(What to do): Since only the words are wanted, reproduce every entry exactly and leave the images behind.

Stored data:
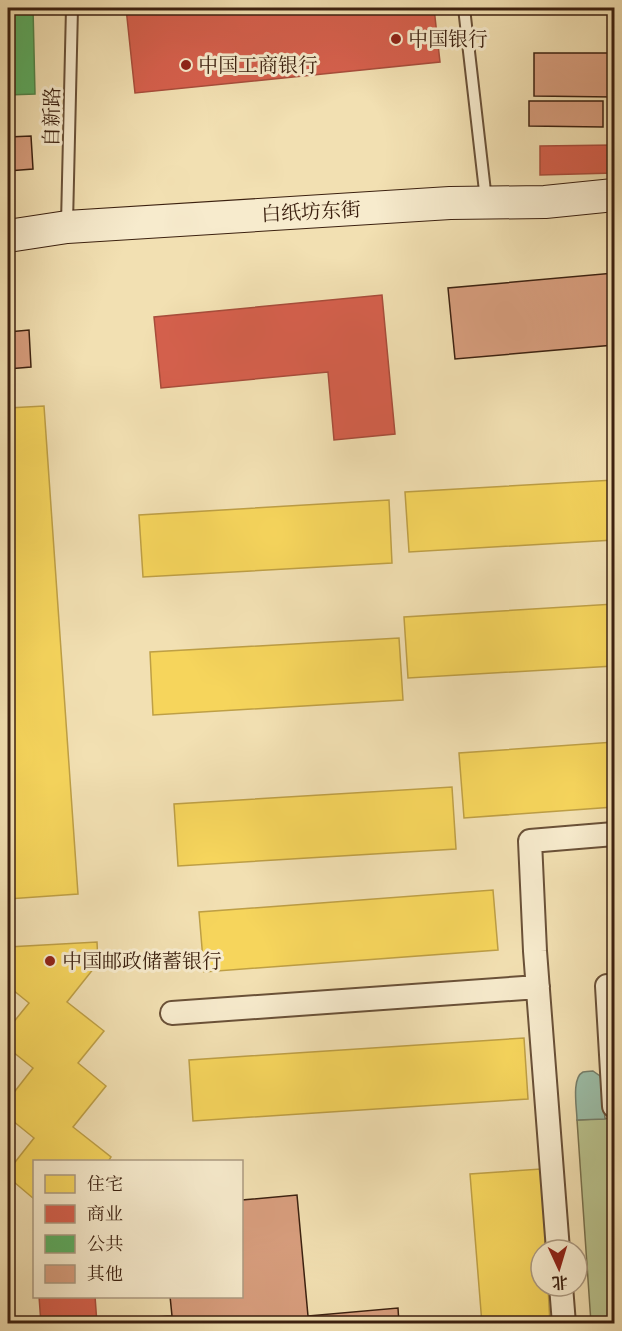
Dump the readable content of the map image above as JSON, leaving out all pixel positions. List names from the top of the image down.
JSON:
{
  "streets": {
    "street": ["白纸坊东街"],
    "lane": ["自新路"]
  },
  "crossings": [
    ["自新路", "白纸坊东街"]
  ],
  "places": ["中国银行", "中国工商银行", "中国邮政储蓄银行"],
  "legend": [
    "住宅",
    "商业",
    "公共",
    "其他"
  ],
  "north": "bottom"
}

(Written answer):
Dump the readable content of the map image above as JSON, leaving out all pixel positions. List names from the top of the image down.
JSON:
{
  "streets": {
    "street": ["白纸坊东街"],
    "lane": ["自新路"]
  },
  "crossings": [
    ["自新路", "白纸坊东街"]
  ],
  "places": ["中国银行", "中国工商银行", "中国邮政储蓄银行"],
  "legend": [
    "住宅",
    "商业",
    "公共",
    "其他"
  ],
  "north": "bottom"
}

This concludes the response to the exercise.